A, Sequence alignment illustrates the rationale for further mutagenesis. The initial Ala scan (Fig. 2) indicated that R11 of CN19 may constitute the −3 position R of a pseudo-substrate sequence. B, The CN19a2v mutations V12Q, V15I and V16D dramatically increase CaMKII inhibition. C, The optimal combination mutant of CN19a2v was V12Q, V16D (CN19o). Additional V15F mutation did not further increase inhibition of CaMKII (0.5 nM), and all other combination mutants showed less CaMKII inhibition (**, p<0.05). Error bars indicate s.e.m. in all panels.

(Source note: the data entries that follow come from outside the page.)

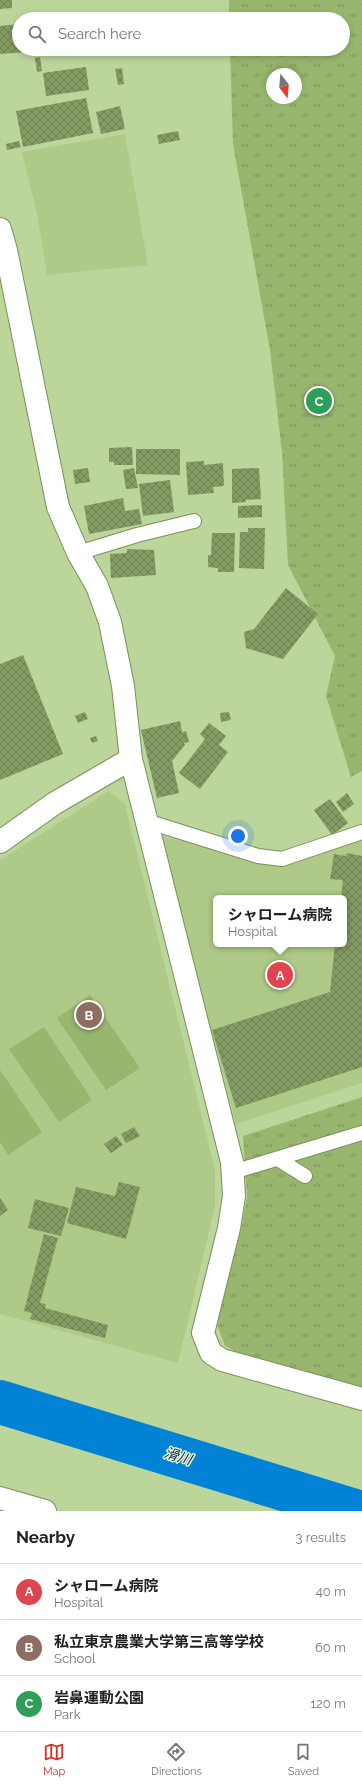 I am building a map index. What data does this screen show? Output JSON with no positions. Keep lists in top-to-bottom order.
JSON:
{
  "water": ["滑川"],
  "north": "bottom",
  "page": {
    "search": "Search here",
    "pins": ["C", "A", "B"],
    "popup": ["シャローム病院", "Hospital"],
    "heading": ["Nearby", "3 results"],
    "list": [
      {
        "mark": "A",
        "name": "シャローム病院",
        "note": "Hospital",
        "value": "40 m"
      },
      {
        "mark": "B",
        "name": "私立東京農業大学第三高等学校",
        "note": "School",
        "value": "60 m"
      },
      {
        "mark": "C",
        "name": "岩鼻運動公園",
        "note": "Park",
        "value": "120 m"
      }
    ],
    "nav": ["Map", "Directions", "Saved"]
  }
} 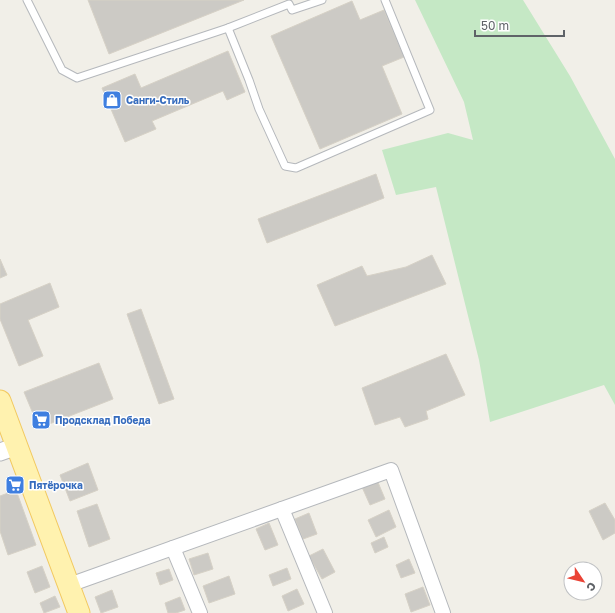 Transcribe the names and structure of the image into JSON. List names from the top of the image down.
{
  "places": {
    "shop": ["Санги-Стиль"],
    "supermarket": ["Продсклад Победа", "Пятёрочка"]
  },
  "scale_bar": "50 m",
  "north": "bottom right"
} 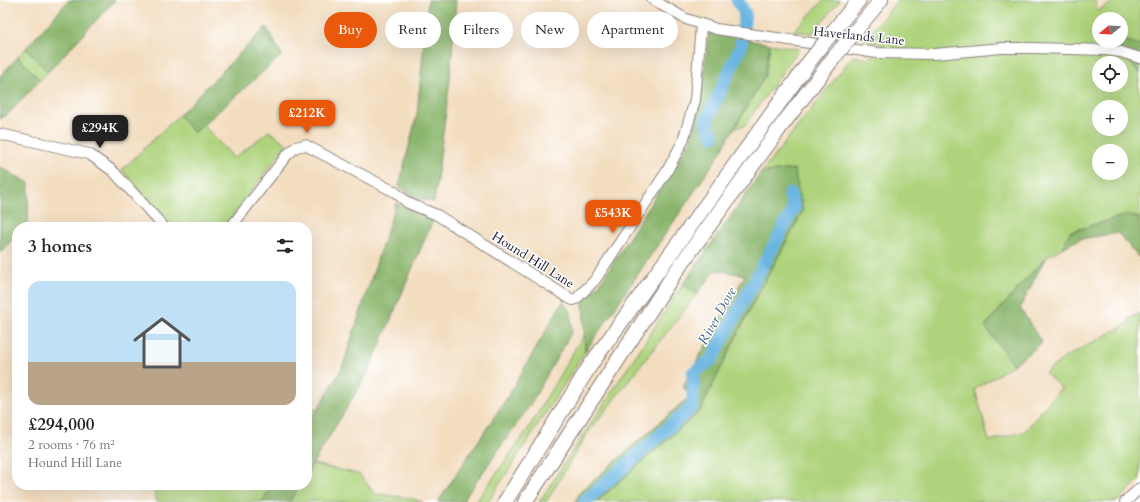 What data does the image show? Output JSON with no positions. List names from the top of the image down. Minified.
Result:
{"streets":{"street":["Haverlands Lane","Hound Hill Lane"]},"crossings":[["Haverlands Lane","Hound Hill Lane"]],"water":["River Dove"],"north":"left","page":{"map_buttons":["+","−"],"chip":["Buy","Rent","Filters","New","Apartment"],"price":["£212K","£294K","£543K"],"heading":"3 homes","list":[{"name":"£294,000","note":"2 rooms · 76 m² · Hound Hill Lane"}]}}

The optimized CN19o has both increased potency and selectivity
CN19o inhibited CaMKII with an IC50 of <0.4 nM (Fig. 7A), and thus has >250fold enhanced potency compared to CN19. If any, this result underestimates the potency of CN19o: Even though concentration of CaMKII in this assay was significantly reduced compared to standard assays (to 0.1 nM), the inhibitor excess at the determined IC50 was only 4fold. Indeed, the determined IC50 value was dependent on the CaMKII concentration in the assays (Fig. 7A), further supporting the classification of CN19o as a “tight binding inhibitor” .

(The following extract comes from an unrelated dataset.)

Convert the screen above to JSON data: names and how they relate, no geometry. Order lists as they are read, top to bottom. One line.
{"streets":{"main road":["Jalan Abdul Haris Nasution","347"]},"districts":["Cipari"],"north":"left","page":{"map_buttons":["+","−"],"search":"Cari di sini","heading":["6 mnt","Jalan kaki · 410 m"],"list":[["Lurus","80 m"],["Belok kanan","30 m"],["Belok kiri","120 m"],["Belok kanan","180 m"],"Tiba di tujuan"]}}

A, The IC50 for CaMKII inhibition by CN19o is <0.4 nM, as indicated by CaMKII activity assays. CaMKII concentration was varied as indicated. B, While 5 nM CN19o completely blocked CaMKII activity, even 5 µM CN19o (>10,00fold IC50 of CaMKII inhibition) did not significantly affect kinase activity of CaMKI, CaMKIV, DAPK1, AMPK, PKA, or PKC. Error bars indicate s.e.m. in all panels.
As CN19a2v increased potency not only for CaMKII but also for CaMKI inhibition, we tested if the optimized CN19o also shows such undesired correlation. On the contrary, potency of CaMKI inhibition by CN19o (∼38 µM IC50) was reduced compared to CN19a2v (∼18 µM IC50), and instead similar to CN19 (∼36 µM IC50)(Fig. S5). Thus, the resulting selectivity of CN19o for CaMKII vs CaMKI is almost 100,000fold (and >250fold greater compared to CN19).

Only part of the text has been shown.